Stored items:
□ □ □
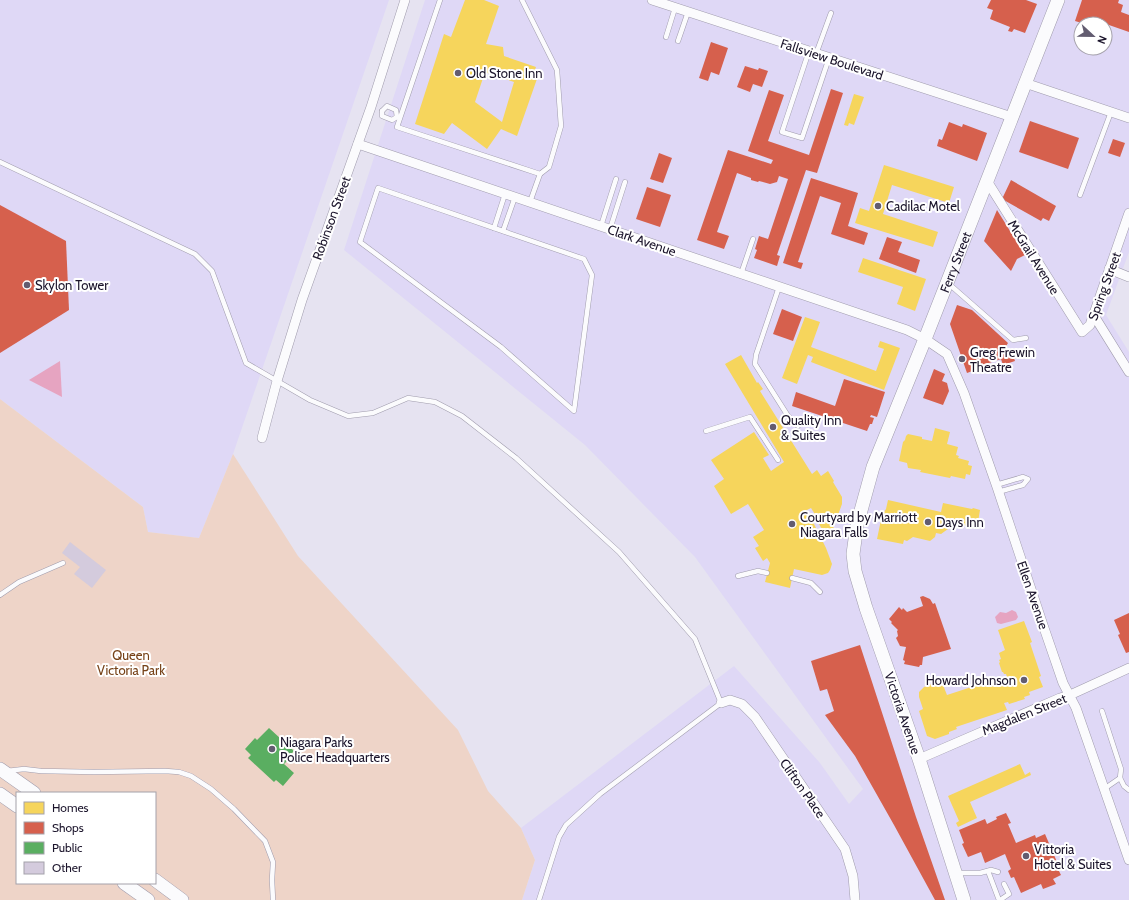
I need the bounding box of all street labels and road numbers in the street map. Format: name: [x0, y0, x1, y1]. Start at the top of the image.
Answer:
street label: Fallsview Boulevard: [779, 35, 885, 83]
street label: Robinson Street: [308, 173, 354, 262]
street label: McGrail Avenue: [1005, 217, 1063, 298]
street label: Clark Avenue: [606, 221, 679, 259]
street label: Ferry Street: [936, 229, 975, 295]
street label: Spring Street: [1084, 249, 1124, 322]
street label: Ellen Avenue: [1014, 559, 1052, 632]
street label: Victoria Avenue: [881, 670, 925, 757]
street label: Magdalen Street: [979, 690, 1069, 738]
street label: Clifton Place: [777, 755, 830, 821]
□ □ □
Work required
Each record above must be retyped exactly, minus its pictures.

Exercise result
I need the bounding box of all street labels and road numbers in the street map. Format: name: [x0, y0, x1, y1]. Start at the top of the image.
Answer:
street label: Fallsview Boulevard: [779, 35, 885, 83]
street label: Robinson Street: [308, 173, 354, 262]
street label: McGrail Avenue: [1005, 217, 1063, 298]
street label: Clark Avenue: [606, 221, 679, 259]
street label: Ferry Street: [936, 229, 975, 295]
street label: Spring Street: [1084, 249, 1124, 322]
street label: Ellen Avenue: [1014, 559, 1052, 632]
street label: Victoria Avenue: [881, 670, 925, 757]
street label: Magdalen Street: [979, 690, 1069, 738]
street label: Clifton Place: [777, 755, 830, 821]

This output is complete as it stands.